Your goal
Nothing but the lines from the one containing "<button>−</button>" through the final line of the data should be repeated, and each must be exact.

· · · · ·

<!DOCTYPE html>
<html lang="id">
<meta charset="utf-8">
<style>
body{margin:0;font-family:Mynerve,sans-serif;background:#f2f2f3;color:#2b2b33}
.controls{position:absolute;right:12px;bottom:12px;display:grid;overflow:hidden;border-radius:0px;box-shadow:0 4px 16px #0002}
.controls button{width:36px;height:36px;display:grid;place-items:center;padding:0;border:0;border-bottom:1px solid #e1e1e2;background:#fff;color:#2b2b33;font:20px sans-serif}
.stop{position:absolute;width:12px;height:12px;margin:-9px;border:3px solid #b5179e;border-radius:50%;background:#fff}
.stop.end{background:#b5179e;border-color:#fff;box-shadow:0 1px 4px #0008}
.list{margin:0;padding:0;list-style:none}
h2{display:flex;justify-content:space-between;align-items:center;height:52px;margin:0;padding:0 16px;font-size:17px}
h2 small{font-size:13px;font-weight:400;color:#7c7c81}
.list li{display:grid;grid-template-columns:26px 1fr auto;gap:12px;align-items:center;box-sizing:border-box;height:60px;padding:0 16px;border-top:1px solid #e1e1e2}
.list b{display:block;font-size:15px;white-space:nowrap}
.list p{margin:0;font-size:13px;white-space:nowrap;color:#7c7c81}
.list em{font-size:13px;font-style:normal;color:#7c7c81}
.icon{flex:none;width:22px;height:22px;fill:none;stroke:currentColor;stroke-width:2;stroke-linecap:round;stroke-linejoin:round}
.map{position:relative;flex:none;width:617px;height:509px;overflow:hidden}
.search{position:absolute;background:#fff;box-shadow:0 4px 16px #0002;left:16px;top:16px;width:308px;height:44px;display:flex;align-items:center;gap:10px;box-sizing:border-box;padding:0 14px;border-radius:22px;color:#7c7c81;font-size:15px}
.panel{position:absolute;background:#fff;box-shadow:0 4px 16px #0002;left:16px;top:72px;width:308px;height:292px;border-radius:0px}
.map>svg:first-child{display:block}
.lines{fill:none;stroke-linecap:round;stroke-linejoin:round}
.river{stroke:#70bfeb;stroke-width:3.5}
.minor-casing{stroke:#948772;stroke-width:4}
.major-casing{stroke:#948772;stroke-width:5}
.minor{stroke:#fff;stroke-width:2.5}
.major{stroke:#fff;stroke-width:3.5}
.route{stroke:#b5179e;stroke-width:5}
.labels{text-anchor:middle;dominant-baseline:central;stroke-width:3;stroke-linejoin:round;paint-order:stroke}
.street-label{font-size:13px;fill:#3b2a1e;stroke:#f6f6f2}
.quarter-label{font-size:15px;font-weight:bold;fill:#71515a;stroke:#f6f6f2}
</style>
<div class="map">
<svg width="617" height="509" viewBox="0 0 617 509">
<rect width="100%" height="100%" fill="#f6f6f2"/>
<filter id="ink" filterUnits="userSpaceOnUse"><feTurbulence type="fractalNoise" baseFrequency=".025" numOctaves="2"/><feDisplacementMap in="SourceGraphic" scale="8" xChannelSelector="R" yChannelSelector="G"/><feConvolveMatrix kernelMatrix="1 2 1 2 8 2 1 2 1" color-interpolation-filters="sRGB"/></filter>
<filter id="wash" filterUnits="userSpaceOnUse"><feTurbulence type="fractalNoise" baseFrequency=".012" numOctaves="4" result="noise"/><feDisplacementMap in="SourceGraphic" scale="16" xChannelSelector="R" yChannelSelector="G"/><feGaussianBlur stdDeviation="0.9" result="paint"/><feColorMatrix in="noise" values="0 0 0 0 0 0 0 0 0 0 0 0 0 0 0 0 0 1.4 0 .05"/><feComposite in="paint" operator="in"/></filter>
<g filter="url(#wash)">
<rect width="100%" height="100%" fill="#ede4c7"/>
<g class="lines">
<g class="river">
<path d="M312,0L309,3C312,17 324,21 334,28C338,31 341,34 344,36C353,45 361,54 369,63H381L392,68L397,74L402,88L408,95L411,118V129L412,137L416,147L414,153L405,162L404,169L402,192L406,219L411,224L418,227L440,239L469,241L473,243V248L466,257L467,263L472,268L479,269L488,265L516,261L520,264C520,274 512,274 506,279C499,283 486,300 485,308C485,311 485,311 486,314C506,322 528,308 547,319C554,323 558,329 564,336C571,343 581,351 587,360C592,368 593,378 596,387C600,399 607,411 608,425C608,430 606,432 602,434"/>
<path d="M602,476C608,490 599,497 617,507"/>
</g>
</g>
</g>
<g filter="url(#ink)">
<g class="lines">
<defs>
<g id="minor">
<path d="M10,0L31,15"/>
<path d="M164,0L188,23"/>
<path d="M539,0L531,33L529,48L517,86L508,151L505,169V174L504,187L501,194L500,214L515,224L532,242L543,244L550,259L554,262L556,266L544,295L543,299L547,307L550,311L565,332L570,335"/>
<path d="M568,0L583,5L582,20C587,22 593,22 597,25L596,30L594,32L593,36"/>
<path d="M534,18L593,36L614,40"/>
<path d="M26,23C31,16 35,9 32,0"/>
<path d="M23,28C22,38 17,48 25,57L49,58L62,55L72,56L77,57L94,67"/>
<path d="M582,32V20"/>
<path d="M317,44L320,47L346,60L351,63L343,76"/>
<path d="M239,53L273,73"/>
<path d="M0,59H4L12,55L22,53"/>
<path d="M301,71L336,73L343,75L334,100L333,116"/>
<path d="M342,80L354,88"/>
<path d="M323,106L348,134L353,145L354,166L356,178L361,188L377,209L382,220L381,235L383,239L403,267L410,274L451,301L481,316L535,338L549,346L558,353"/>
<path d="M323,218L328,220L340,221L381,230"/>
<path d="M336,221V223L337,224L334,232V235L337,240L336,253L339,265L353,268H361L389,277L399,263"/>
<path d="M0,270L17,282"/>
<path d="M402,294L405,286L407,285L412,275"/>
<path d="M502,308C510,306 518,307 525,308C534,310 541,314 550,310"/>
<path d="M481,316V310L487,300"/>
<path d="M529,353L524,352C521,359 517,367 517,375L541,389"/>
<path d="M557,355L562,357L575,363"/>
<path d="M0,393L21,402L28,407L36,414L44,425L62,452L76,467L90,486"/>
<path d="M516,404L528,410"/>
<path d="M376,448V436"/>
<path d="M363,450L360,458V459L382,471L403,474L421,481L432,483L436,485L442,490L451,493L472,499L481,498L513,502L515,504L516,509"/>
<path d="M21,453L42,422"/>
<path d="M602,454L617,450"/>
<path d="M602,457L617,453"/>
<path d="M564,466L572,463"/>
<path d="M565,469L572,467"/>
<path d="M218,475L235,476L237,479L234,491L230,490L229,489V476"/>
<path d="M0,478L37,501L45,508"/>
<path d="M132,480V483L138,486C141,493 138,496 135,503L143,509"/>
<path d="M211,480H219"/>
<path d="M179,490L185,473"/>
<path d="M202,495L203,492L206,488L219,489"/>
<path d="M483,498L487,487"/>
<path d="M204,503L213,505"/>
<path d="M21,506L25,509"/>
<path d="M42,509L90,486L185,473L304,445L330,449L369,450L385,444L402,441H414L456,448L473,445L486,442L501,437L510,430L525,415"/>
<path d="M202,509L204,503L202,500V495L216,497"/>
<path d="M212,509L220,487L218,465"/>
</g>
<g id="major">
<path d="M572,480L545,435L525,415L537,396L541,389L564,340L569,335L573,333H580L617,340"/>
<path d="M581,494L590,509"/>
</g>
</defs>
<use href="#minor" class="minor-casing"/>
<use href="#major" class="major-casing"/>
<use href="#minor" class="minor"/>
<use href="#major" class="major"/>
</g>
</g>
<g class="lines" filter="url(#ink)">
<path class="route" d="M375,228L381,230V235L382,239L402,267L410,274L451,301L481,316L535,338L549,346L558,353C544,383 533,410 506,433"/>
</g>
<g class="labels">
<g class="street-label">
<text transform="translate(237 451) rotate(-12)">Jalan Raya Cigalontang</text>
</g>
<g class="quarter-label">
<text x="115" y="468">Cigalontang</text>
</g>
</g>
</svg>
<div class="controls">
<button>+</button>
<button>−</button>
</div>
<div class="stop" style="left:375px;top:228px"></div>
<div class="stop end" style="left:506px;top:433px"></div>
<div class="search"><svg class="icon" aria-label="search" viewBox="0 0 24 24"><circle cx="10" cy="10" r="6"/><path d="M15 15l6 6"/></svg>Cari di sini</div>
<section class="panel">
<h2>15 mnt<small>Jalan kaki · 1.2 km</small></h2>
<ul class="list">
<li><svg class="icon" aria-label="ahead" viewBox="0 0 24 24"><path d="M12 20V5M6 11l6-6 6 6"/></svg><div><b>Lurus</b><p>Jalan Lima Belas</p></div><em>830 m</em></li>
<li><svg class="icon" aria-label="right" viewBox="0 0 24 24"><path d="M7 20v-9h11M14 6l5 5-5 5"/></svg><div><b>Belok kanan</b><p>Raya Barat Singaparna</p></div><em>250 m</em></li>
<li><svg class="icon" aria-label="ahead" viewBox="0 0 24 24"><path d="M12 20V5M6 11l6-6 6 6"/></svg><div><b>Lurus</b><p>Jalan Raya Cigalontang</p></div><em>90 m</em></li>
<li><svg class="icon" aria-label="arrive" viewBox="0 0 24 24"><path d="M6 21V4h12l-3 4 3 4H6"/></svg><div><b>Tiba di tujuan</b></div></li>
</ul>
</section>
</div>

· · · · ·

Task output
<button>−</button>
</div>
<div class="stop" style="left:375px;top:228px"></div>
<div class="stop end" style="left:506px;top:433px"></div>
<div class="search"><svg class="icon" aria-label="search" viewBox="0 0 24 24"><circle cx="10" cy="10" r="6"/><path d="M15 15l6 6"/></svg>Cari di sini</div>
<section class="panel">
<h2>15 mnt<small>Jalan kaki · 1.2 km</small></h2>
<ul class="list">
<li><svg class="icon" aria-label="ahead" viewBox="0 0 24 24"><path d="M12 20V5M6 11l6-6 6 6"/></svg><div><b>Lurus</b><p>Jalan Lima Belas</p></div><em>830 m</em></li>
<li><svg class="icon" aria-label="right" viewBox="0 0 24 24"><path d="M7 20v-9h11M14 6l5 5-5 5"/></svg><div><b>Belok kanan</b><p>Raya Barat Singaparna</p></div><em>250 m</em></li>
<li><svg class="icon" aria-label="ahead" viewBox="0 0 24 24"><path d="M12 20V5M6 11l6-6 6 6"/></svg><div><b>Lurus</b><p>Jalan Raya Cigalontang</p></div><em>90 m</em></li>
<li><svg class="icon" aria-label="arrive" viewBox="0 0 24 24"><path d="M6 21V4h12l-3 4 3 4H6"/></svg><div><b>Tiba di tujuan</b></div></li>
</ul>
</section>
</div>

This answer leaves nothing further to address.